[Opening Dataset records section]
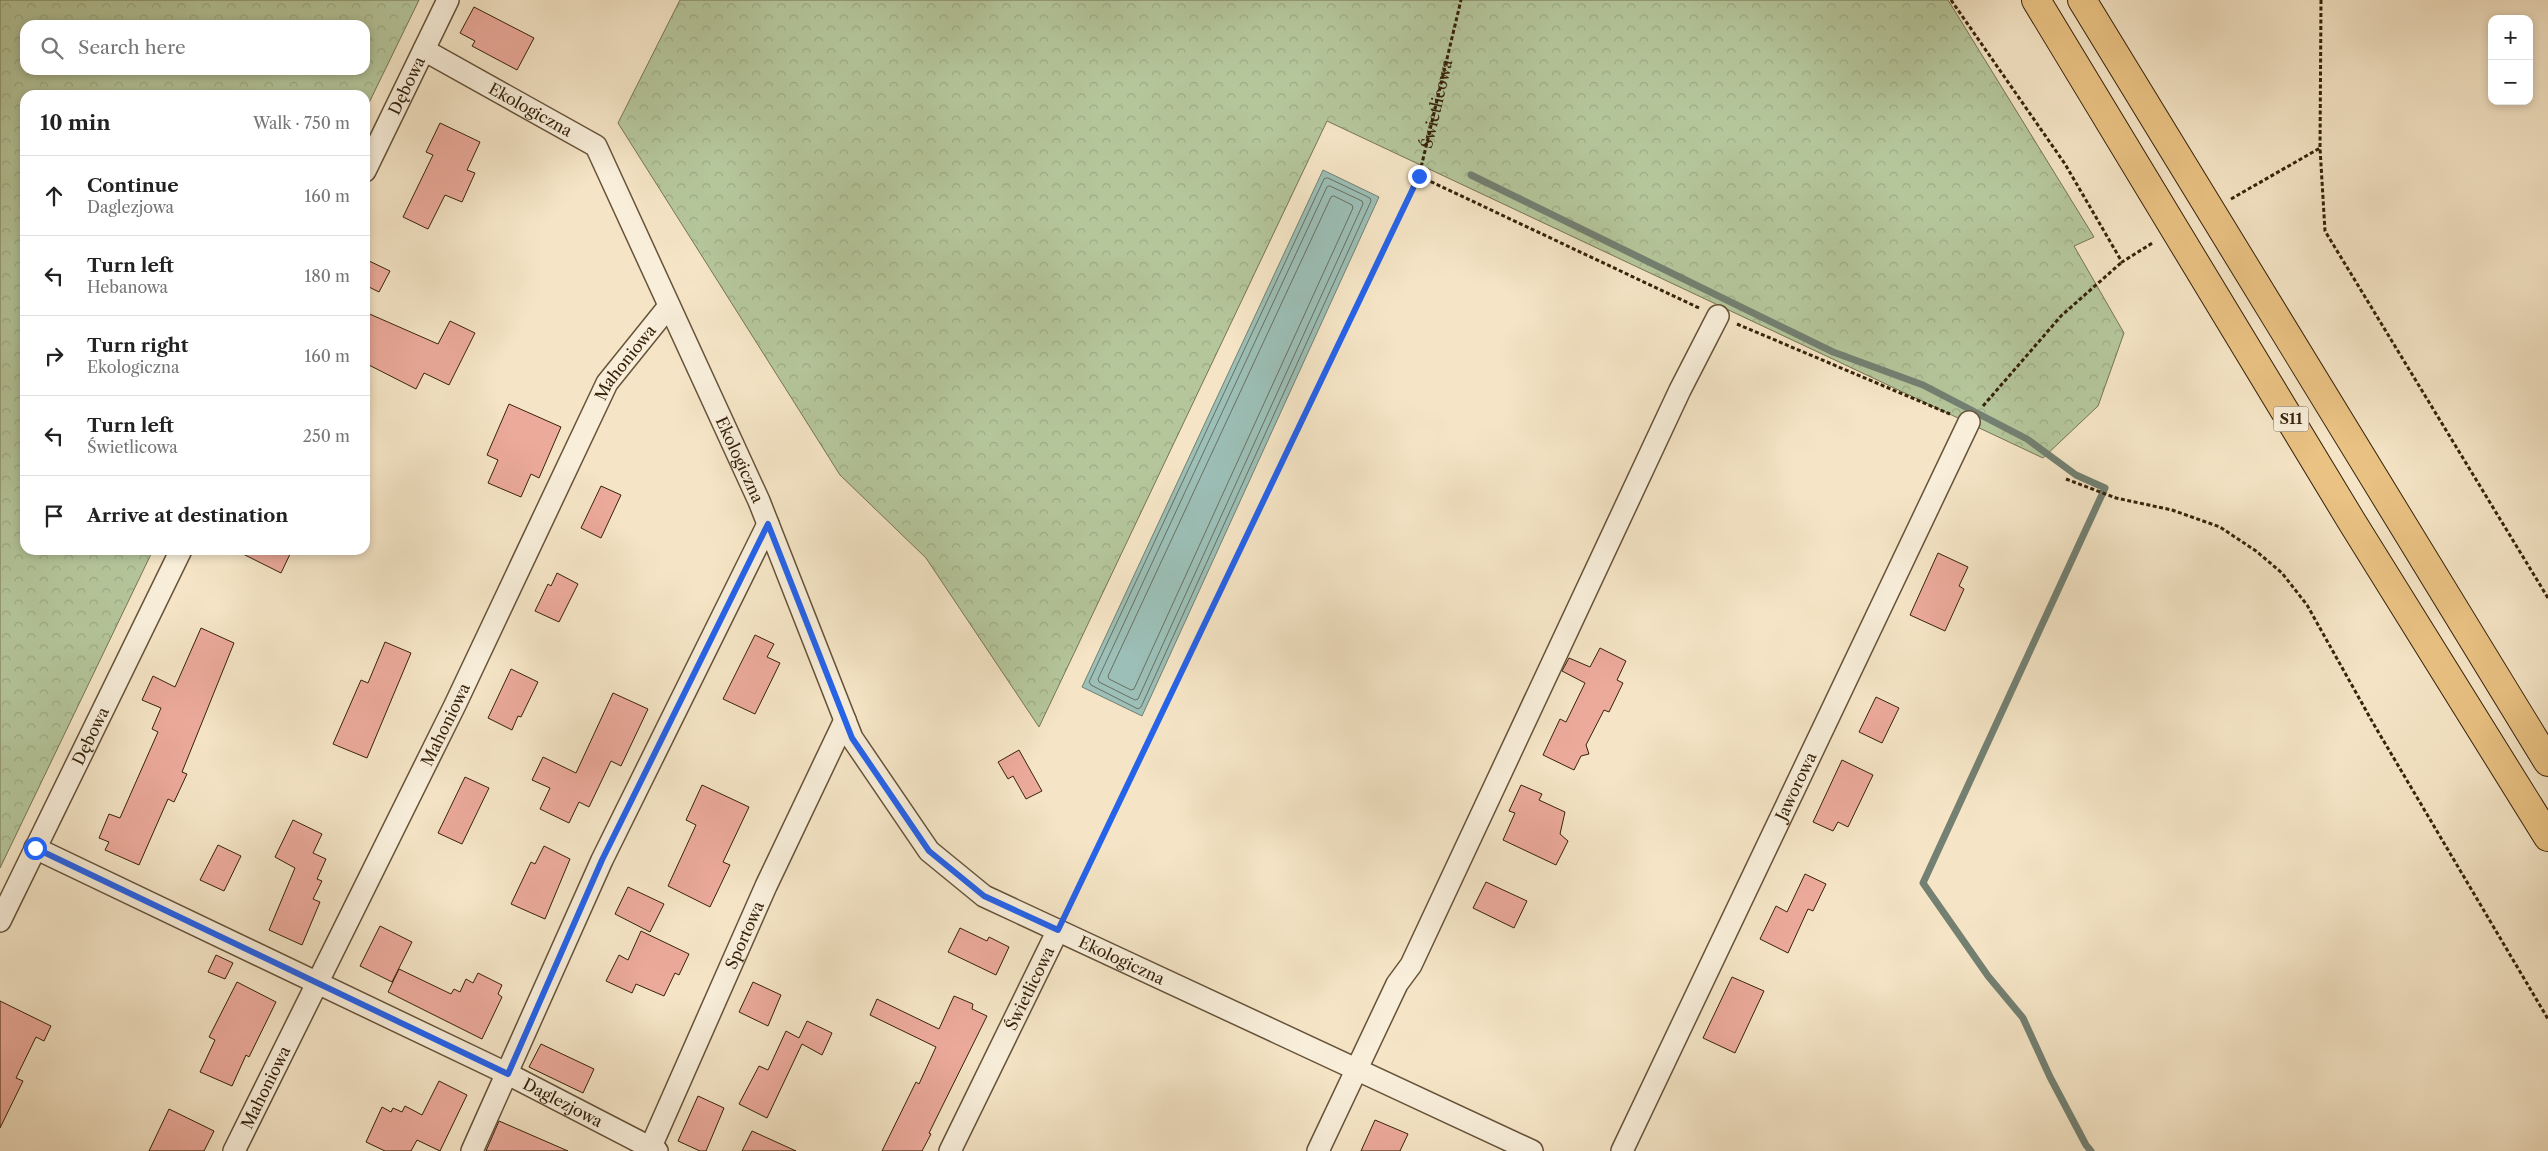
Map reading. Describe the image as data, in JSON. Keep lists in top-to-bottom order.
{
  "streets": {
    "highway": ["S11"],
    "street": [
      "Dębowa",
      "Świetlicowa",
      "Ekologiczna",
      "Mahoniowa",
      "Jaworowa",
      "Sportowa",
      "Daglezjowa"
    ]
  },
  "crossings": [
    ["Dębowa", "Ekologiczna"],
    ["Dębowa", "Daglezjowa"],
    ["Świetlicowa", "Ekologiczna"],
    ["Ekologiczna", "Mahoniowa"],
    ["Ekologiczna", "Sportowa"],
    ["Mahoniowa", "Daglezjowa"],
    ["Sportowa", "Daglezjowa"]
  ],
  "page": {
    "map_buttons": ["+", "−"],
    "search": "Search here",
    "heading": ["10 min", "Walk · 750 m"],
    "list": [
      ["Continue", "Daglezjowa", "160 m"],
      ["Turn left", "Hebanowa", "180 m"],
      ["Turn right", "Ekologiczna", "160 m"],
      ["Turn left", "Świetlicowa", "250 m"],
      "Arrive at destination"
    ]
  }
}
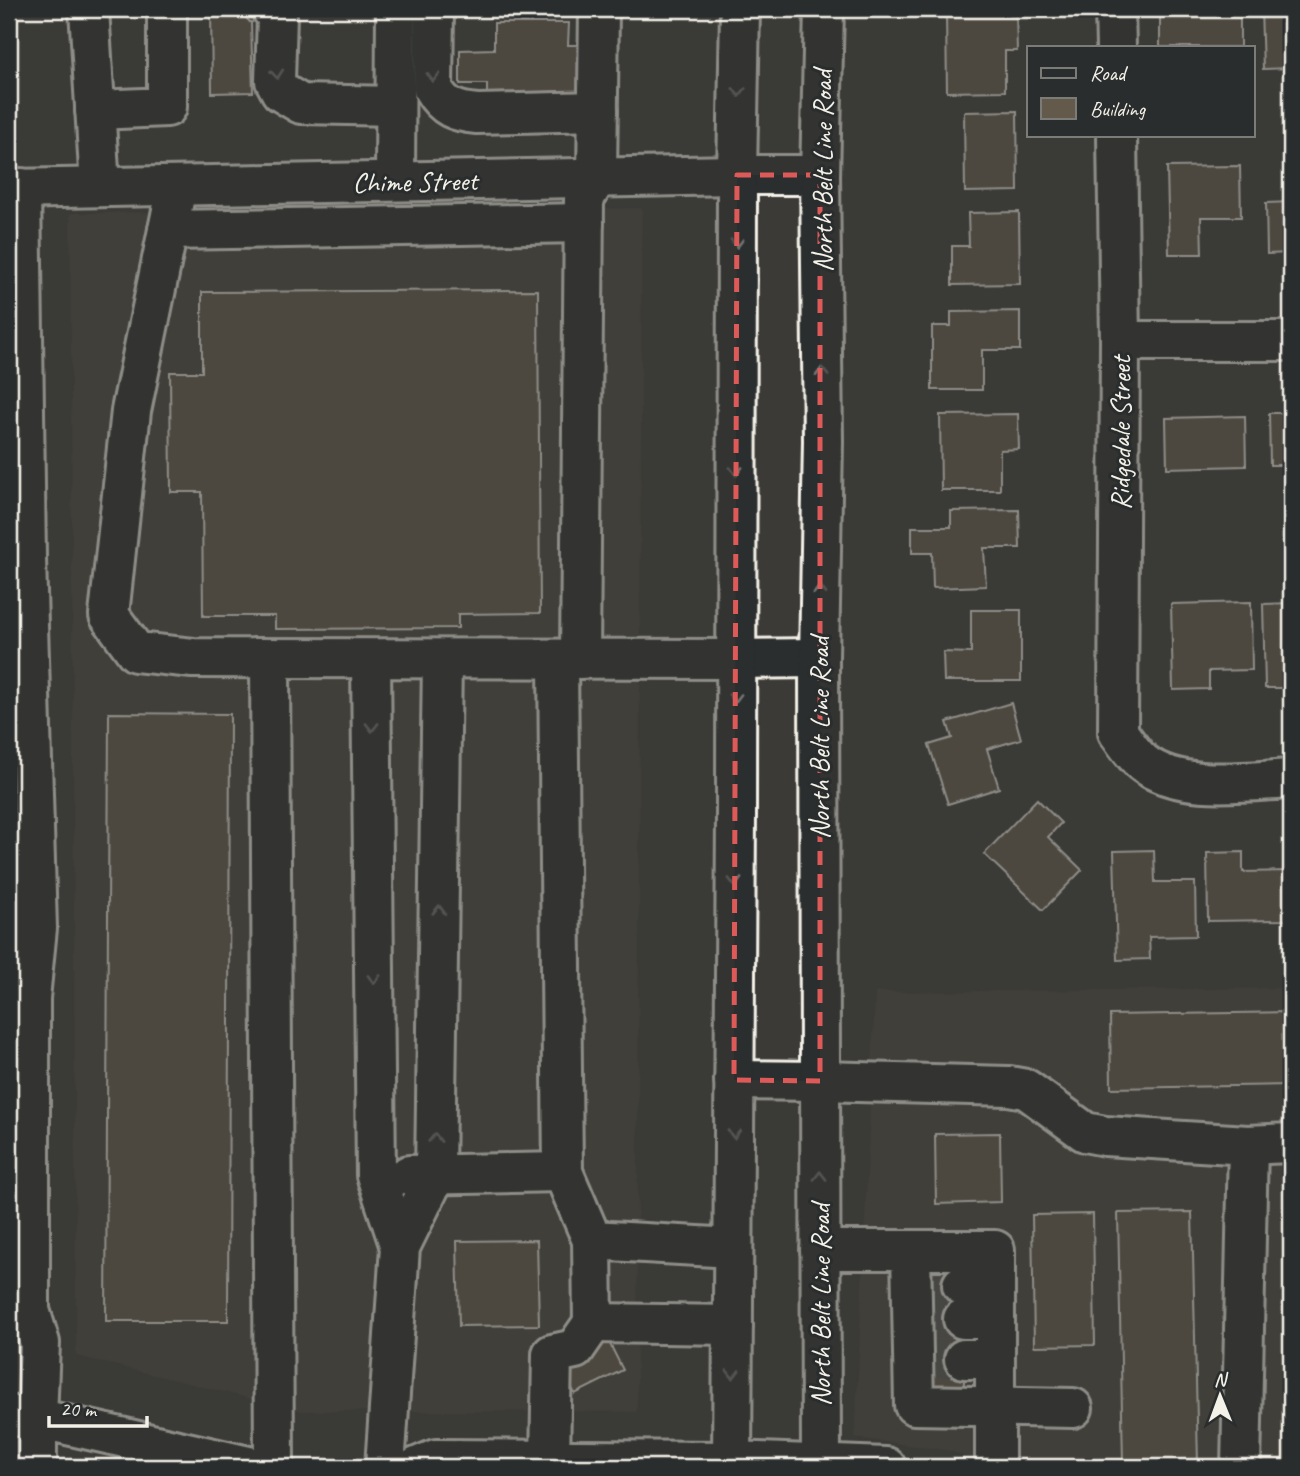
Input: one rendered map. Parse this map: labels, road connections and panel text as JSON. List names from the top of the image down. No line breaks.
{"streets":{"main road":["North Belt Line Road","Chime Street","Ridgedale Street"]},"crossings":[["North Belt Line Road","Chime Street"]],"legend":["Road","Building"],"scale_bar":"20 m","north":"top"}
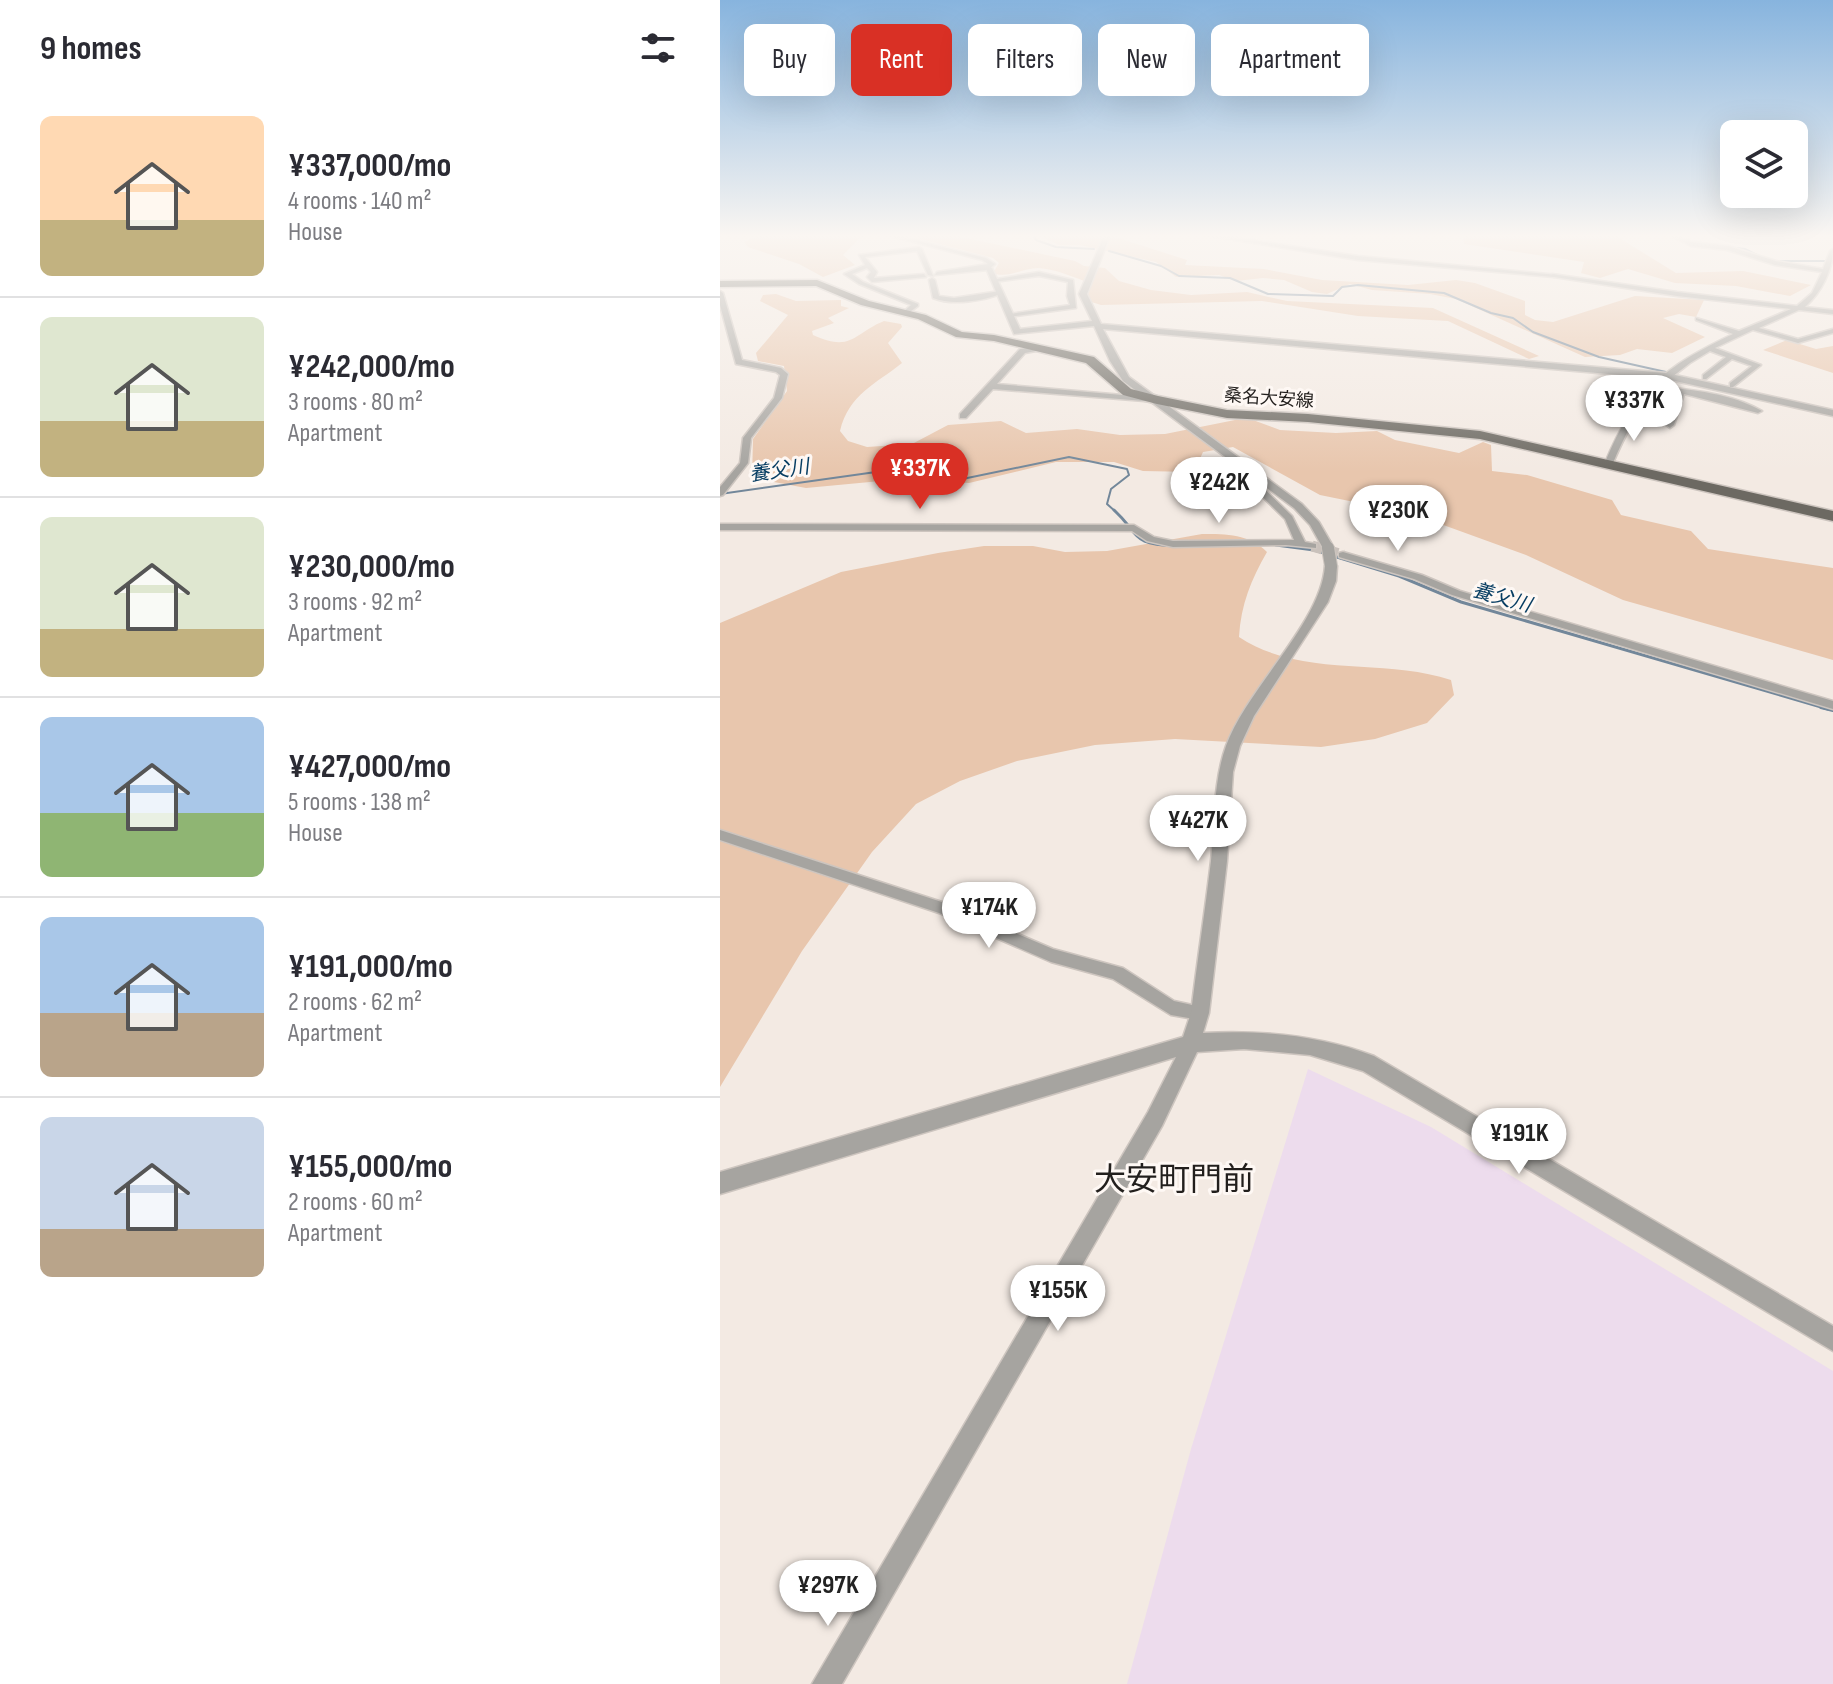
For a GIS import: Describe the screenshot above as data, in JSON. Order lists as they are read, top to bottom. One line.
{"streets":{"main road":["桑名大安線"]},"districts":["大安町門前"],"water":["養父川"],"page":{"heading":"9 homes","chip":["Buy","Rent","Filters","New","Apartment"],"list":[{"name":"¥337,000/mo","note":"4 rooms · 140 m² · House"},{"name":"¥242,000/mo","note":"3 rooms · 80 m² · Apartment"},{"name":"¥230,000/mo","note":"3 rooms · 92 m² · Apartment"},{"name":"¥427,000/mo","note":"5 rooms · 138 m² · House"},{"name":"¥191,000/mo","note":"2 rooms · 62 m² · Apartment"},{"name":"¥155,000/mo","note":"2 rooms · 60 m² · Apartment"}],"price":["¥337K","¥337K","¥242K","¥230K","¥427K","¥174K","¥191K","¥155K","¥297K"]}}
[Closing Dataset records section]
Task description => Starting at the line that contains "For a GIS import: Describe", print every line through the last one of the records, exactly and with nothing else.

Response for this exercise =>
For a GIS import: Describe the screenshot above as data, in JSON. Order lists as they are read, top to bottom. One line.
{"streets":{"main road":["桑名大安線"]},"districts":["大安町門前"],"water":["養父川"],"page":{"heading":"9 homes","chip":["Buy","Rent","Filters","New","Apartment"],"list":[{"name":"¥337,000/mo","note":"4 rooms · 140 m² · House"},{"name":"¥242,000/mo","note":"3 rooms · 80 m² · Apartment"},{"name":"¥230,000/mo","note":"3 rooms · 92 m² · Apartment"},{"name":"¥427,000/mo","note":"5 rooms · 138 m² · House"},{"name":"¥191,000/mo","note":"2 rooms · 62 m² · Apartment"},{"name":"¥155,000/mo","note":"2 rooms · 60 m² · Apartment"}],"price":["¥337K","¥337K","¥242K","¥230K","¥427K","¥174K","¥191K","¥155K","¥297K"]}}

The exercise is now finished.